'Ndrangheta: sequestro beni per 190 mln, sigilli anche a 2 squadre di calcio
Operazione "All clean" della guardia di finanza e dei carabinieri di Reggio Calabria
21 aprile, 13:05Correlati
REGGIO CALABRIA- Operazione della guardia di finanza e dei carabinieri di Reggio Calabria per il sequestro di beni per un valore di 190 milioni di euro ad una cosca della 'ndrangheta. I finanzieri del Nucleo di polizia tributaria-Gico di Reggio, coadiuvati dallo Scico di Roma e in collaborazione con i carabinieri, stanno operando in Calabria, Lombardia, Campania ed a Roma per sequestrare 40 imprese, con tutto il patrimonio aziendale, operanti principalmente nel settore dei trasporti, in quello agrumicolo e nel commercio. A queste vanno aggiunte 44 abitazioni, 4 ville, 12 autorimesse, oltre a 60 terreni, 56 autoveicoli e 108 autocarri. Il sequestro, che secondo gli investigatori ha completamente annientato la potenza economica di una pericolosa consorteria di 'ndrangheta, è stato disposto dal Tribunale di Reggio - Sezione Misure di Prevenzione, sulla base di una richiesta formulata dal procuratore di Reggio, Pignatone, e dal sostituto Cerreti. Nell'operazione sono state sequestrate anche due squadre di calcio che militano nello stesso campionato professionistico, attraverso le quali il clan contava di aumentare il proprio consenso sul territorio.

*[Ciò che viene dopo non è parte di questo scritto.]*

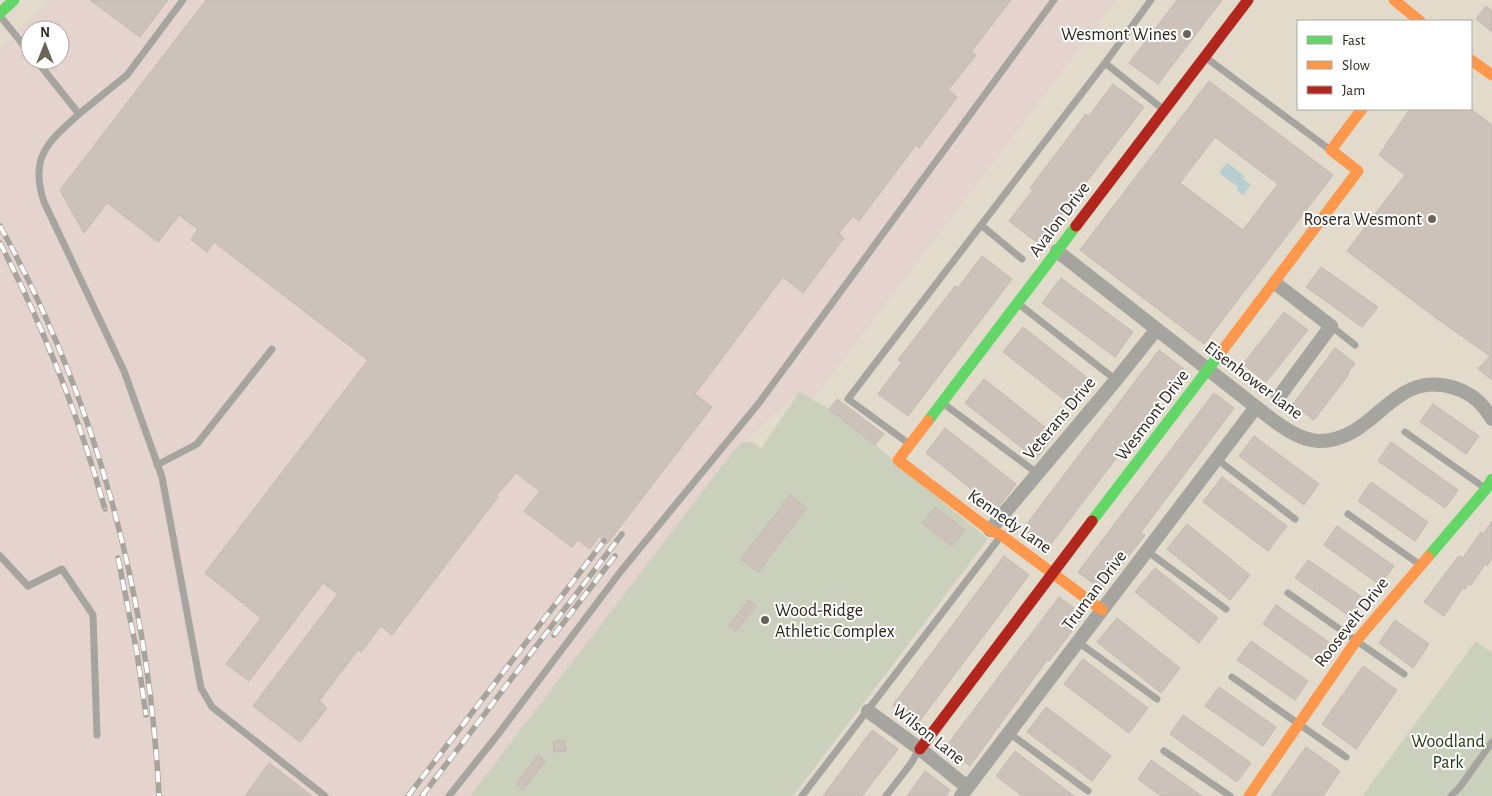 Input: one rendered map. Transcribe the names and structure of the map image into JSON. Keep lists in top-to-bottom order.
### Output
{
  "streets": {
    "street": [
      "Avalon Drive",
      "Eisenhower Lane",
      "Wesmont Drive",
      "Veterans Drive",
      "Kennedy Lane",
      "Truman Drive",
      "Roosevelt Drive",
      "Wilson Lane"
    ]
  },
  "crossings": [
    ["Avalon Drive", "Eisenhower Lane"],
    ["Avalon Drive", "Kennedy Lane"],
    ["Eisenhower Lane", "Wesmont Drive"],
    ["Eisenhower Lane", "Veterans Drive"],
    ["Eisenhower Lane", "Truman Drive"],
    ["Wesmont Drive", "Kennedy Lane"],
    ["Wesmont Drive", "Wilson Lane"],
    ["Veterans Drive", "Kennedy Lane"],
    ["Kennedy Lane", "Truman Drive"],
    ["Truman Drive", "Wilson Lane"]
  ],
  "parks": ["Woodland Park"],
  "places": ["Wesmont Wines", "Rosera Wesmont", "Wood-Ridge Athletic Complex"],
  "legend": ["Fast", "Slow", "Jam"],
  "north": "top"
} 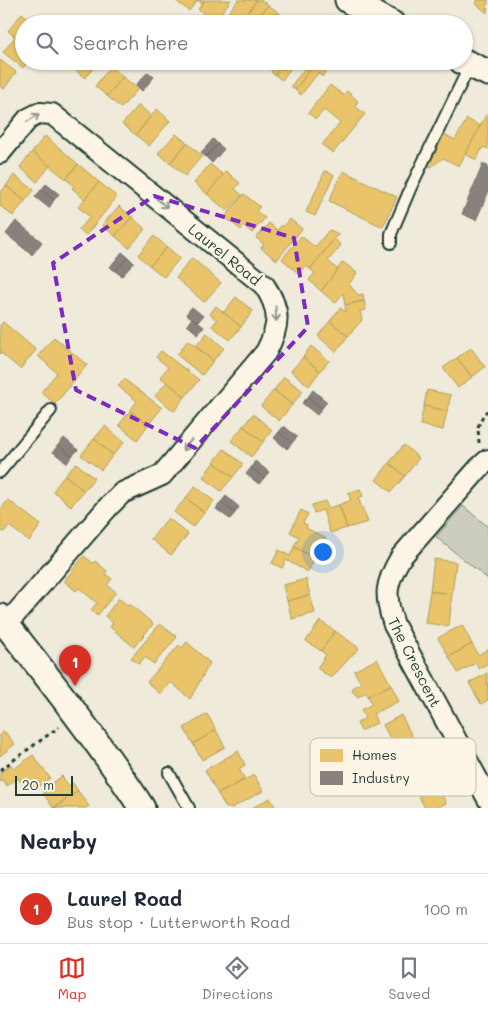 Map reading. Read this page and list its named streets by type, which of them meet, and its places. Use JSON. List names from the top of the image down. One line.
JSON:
{"streets":{"street":["Laurel Road","The Crescent"]},"legend":["Homes","Industry"],"scale_bar":"20 m","page":{"search":"Search here","pins":"1","scale":"20 m","heading":"Nearby","list":[{"mark":"1","name":"Laurel Road","note":"Bus stop · Lutterworth Road","value":"100 m"}],"nav":["Map","Directions","Saved"]}}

SIGILLI A 2 SQUADRE SERIE D - Sono l'Interpiana di Cittanova ed il Sapri, che militano nel campionato di serie D, girone I, le due squadre di calcio sequestrate stamani dalla guardia di finanza di Reggio Calabria, con la collaborazione dei carabinieri, insieme ad altri beni per un valore complessivo di 190 milioni di euro. I beni, secondo l'accusa, erano riconducibili alla cosca Pesce di Rosarno, che avrebbe utilizzato le due formazioni per accrescere il proprio consenso sul territorio. Le due formazioni, attualmente, occupano posizioni di centro classifica.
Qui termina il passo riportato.